Copula-based semiparametric regression method for bivariate data under general interval censoring

This research is motivated by discovering and underpinning genetic causes for the progression of a bilateral eye disease, age-related macular degeneration (AMD), of which the primary outcomes, progression times to late-AMD, are bivariate and interval-censored due to intermittent assessment times. We propose a novel class of copula-based semiparametric transformation models for bivariate data under general interval censoring, which includes the case 1 interval censoring (current status data) and case 2 interval censoring. Specifically, the joint likelihood is modeled through a two-parameter Archimedean copula, which can flexibly characterize the dependence between the two margins in both tails. The marginal distributions are modeled through semiparametric transformation models using sieves, with the proportional hazards or odds model being a special case. We develop a computationally efficient sieve maximum likelihood estimation procedure for the unknown parameters, together with a generalized score test for the regression parameter(s). For the proposed sieve estimators of finite-dimensional parameters, we establish their asymptotic normality and efficiency. Extensive simulations are conducted to evaluate the performance of the proposed method in finite samples. Finally, we apply our method to a genome-wide analysis of AMD progression using the Age-Related Eye Disease Study data, to successfully identify novel risk variants associated with the disease progression. We also produce predicted joint and conditional progression-free probabilities, for patients with different genetic characteristics.

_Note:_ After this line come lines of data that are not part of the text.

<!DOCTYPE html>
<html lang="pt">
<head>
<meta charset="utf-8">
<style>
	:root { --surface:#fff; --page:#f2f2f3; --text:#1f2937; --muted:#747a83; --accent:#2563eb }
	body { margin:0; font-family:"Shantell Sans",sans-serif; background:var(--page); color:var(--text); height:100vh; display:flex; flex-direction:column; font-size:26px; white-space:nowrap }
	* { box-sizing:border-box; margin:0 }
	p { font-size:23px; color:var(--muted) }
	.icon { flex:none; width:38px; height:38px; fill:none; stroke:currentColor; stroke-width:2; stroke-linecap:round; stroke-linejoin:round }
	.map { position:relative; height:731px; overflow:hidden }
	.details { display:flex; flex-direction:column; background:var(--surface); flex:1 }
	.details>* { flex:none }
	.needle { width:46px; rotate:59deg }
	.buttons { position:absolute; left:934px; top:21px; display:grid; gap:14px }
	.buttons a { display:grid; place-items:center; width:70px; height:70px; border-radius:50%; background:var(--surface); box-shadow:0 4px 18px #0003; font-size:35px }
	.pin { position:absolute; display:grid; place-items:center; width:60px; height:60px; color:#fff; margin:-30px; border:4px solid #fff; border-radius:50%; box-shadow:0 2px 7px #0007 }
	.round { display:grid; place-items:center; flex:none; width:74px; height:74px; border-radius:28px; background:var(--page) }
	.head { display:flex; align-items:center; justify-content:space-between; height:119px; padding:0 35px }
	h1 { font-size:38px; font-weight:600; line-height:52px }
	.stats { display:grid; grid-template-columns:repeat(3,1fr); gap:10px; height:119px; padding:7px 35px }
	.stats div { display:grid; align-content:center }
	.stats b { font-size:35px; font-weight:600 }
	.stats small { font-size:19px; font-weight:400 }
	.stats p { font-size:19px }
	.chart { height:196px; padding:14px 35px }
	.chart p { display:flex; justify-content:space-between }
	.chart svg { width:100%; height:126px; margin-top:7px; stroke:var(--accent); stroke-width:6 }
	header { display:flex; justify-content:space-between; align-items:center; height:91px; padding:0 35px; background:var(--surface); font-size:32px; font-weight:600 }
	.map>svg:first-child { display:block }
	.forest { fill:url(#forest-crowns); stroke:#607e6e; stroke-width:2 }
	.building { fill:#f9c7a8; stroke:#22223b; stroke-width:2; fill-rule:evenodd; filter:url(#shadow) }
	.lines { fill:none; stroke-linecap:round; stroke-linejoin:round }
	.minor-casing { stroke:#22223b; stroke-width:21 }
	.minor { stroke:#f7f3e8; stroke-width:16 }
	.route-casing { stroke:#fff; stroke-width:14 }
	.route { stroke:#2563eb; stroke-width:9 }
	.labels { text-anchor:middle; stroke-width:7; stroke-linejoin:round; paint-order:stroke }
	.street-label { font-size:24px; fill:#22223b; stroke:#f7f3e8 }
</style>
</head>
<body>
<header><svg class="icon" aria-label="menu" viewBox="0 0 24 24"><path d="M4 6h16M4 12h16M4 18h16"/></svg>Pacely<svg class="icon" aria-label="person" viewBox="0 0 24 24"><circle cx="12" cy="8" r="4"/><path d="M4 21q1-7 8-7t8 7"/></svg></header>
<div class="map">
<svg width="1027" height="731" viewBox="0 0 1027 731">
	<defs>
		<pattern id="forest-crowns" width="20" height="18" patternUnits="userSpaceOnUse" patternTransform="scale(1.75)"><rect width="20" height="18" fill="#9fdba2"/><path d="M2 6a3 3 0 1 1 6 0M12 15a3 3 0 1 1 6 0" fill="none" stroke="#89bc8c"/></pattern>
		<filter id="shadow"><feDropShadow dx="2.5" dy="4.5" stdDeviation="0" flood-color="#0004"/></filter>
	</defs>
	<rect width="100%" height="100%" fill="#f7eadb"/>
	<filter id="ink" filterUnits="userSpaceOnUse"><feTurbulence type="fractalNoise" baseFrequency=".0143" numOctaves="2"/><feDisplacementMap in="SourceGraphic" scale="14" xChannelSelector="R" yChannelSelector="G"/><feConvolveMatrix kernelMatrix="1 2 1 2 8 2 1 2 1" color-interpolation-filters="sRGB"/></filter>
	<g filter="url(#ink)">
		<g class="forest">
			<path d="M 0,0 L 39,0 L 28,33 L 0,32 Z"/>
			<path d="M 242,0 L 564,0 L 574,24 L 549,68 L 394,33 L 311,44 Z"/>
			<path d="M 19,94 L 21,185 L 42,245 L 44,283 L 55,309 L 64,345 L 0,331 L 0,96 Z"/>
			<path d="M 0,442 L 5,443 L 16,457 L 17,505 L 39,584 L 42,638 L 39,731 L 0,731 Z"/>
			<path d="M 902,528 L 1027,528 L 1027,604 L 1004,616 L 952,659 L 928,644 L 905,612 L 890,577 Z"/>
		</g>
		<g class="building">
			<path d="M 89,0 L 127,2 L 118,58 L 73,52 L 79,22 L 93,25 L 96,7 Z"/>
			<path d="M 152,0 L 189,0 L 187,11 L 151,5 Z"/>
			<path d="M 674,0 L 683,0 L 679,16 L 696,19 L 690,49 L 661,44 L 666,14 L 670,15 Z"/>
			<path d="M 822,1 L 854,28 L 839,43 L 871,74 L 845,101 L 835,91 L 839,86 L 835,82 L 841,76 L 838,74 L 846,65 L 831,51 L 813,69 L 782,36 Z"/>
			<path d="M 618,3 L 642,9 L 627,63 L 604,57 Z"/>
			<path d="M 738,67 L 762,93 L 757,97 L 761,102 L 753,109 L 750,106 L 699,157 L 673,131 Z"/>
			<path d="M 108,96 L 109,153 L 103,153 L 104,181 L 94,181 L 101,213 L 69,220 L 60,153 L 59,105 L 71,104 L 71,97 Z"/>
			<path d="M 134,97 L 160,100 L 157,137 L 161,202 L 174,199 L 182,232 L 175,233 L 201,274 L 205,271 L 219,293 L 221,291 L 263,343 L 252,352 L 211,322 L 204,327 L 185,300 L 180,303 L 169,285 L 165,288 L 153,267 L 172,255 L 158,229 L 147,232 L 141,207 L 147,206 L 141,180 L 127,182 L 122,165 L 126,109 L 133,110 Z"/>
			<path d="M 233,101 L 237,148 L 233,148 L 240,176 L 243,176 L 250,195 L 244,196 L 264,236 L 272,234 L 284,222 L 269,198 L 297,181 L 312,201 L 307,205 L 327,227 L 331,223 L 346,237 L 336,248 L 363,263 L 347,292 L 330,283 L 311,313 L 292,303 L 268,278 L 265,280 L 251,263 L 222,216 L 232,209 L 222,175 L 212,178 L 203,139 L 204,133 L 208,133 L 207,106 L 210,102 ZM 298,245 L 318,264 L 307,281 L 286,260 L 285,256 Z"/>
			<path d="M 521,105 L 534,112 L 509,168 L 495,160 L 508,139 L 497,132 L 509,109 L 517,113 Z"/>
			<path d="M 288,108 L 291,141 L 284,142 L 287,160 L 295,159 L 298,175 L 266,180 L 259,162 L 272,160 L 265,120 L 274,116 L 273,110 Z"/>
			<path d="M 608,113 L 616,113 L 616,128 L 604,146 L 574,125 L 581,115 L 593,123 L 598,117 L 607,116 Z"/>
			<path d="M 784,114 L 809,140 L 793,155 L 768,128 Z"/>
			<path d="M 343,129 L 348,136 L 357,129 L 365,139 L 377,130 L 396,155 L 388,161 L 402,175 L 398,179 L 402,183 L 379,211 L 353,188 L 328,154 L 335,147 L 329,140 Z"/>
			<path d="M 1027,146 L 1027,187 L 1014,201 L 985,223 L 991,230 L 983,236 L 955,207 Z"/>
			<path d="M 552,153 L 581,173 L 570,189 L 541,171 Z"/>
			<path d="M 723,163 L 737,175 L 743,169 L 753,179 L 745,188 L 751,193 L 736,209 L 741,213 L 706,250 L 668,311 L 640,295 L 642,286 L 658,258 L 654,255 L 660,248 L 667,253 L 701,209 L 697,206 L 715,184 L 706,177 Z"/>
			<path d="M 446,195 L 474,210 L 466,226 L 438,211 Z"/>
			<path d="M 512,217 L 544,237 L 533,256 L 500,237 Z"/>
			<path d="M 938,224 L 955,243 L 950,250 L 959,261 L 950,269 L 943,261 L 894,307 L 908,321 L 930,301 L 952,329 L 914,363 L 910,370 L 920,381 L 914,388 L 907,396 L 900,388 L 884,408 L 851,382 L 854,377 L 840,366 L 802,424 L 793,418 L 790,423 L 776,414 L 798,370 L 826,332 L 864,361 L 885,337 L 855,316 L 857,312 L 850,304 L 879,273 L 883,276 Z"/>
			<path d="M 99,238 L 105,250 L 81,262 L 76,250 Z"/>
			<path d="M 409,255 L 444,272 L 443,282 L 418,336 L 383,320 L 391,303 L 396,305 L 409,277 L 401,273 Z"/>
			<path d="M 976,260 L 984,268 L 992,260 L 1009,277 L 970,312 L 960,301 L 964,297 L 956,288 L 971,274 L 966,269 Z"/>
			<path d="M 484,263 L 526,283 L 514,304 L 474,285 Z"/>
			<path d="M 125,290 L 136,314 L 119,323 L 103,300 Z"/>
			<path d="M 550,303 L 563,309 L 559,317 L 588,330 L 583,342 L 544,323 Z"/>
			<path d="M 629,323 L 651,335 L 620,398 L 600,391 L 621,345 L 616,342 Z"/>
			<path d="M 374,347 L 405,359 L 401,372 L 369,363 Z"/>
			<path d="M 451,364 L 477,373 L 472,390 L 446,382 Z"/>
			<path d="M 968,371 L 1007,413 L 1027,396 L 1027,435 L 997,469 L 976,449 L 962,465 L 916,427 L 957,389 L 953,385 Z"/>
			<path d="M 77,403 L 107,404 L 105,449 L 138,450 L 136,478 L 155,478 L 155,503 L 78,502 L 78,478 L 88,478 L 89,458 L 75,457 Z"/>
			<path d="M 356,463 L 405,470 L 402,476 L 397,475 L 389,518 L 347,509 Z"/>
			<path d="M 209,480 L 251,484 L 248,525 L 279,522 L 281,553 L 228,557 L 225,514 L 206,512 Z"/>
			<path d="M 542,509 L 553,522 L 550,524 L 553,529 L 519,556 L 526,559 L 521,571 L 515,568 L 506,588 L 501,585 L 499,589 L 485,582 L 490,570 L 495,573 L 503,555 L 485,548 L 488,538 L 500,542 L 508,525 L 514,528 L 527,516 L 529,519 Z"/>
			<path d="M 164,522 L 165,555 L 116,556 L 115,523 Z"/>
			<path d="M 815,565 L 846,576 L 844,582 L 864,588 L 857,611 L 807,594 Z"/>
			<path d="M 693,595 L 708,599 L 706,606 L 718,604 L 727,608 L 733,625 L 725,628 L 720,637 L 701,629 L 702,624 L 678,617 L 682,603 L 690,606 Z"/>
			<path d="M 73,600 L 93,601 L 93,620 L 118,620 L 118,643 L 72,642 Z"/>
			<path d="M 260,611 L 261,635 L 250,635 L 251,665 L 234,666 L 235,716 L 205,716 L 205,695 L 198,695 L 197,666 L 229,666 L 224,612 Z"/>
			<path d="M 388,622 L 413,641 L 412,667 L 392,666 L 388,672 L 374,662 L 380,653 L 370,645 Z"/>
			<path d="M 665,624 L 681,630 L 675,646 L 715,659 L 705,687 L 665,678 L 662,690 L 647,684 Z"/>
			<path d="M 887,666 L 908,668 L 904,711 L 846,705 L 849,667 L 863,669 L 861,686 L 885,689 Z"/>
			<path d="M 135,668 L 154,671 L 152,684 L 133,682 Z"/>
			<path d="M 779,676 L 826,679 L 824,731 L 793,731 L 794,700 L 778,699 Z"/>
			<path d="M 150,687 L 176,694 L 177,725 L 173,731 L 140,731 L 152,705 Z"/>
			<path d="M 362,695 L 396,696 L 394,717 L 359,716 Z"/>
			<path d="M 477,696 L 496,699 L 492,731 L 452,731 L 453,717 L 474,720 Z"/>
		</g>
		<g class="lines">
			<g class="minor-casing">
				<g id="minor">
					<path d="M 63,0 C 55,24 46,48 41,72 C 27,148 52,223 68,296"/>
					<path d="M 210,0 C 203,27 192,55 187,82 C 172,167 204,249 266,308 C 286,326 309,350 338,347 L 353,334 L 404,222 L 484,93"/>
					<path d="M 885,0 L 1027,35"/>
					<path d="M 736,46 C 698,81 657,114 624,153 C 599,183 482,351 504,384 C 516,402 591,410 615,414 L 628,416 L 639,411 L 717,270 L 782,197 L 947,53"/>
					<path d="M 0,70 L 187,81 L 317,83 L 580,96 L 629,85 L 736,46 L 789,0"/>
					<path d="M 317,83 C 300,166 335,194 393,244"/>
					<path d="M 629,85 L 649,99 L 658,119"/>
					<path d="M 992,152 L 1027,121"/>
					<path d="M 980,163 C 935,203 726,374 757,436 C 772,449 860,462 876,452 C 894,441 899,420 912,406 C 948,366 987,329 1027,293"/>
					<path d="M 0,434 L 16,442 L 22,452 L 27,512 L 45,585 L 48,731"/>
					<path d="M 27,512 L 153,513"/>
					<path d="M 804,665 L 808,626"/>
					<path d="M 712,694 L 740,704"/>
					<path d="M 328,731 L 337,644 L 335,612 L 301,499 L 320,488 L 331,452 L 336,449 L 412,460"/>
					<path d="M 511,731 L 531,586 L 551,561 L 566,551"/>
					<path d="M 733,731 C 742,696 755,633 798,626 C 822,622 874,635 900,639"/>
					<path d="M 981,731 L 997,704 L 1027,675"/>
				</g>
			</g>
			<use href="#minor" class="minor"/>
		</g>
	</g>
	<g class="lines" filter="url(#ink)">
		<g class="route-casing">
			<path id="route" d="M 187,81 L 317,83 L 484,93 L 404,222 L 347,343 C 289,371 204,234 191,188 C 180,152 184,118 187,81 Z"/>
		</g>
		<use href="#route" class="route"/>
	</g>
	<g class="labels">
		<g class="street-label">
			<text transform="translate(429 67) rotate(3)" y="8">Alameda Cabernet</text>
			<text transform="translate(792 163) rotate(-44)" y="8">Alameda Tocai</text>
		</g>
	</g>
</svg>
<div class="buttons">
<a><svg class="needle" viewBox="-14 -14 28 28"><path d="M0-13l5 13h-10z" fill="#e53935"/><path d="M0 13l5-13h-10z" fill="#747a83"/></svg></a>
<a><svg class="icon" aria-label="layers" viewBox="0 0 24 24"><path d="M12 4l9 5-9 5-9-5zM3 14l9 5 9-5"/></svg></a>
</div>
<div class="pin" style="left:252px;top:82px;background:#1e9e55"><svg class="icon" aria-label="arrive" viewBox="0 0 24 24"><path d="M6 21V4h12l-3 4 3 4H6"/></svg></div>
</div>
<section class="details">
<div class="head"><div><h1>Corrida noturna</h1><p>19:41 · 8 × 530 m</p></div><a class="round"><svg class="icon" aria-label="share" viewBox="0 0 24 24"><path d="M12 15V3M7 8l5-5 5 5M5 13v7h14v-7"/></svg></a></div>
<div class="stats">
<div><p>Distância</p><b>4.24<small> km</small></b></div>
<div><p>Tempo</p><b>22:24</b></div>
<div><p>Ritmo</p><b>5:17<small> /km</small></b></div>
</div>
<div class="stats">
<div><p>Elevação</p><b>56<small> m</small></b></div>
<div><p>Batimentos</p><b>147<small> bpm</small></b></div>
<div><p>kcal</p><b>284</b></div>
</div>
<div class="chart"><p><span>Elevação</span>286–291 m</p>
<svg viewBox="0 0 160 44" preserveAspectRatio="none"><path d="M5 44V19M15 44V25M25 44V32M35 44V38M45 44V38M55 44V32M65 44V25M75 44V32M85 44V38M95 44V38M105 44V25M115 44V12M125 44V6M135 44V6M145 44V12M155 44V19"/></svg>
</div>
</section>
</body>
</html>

Semiparametric Regression Analysis of Multiple Right- and Interval-Censored Events

Health sciences research often involves both right- and interval-censored events because the occurrence of a symptomatic disease can only be observed up to the end of follow-up, while the occurrence of an asymptomatic disease can only be detected through periodic examinations. We formulate the effects of potentially time-dependent covariates on the joint distribution of multiple right- and interval-censored events through semiparametric proportional hazards models with random effects that capture the dependence both within and between the two types of events. We consider nonparametric maximum likelihood estimation and develop a simple and stable EM algorithm for computation. We show that the resulting estimators are consistent and the parametric components are asymptotically normal and efficient with a covariance matrix that can be consistently estimated by profile likelihood or nonparametric bootstrap. In addition, we leverage the joint modelling to provide dynamic prediction of disease incidence based on the evolving event history. Furthermore, we assess the performance of the proposed methods through extensive simulation studies. Finally, we provide an application to a major epidemiological cohort study. Supplementary materials for this article are available online.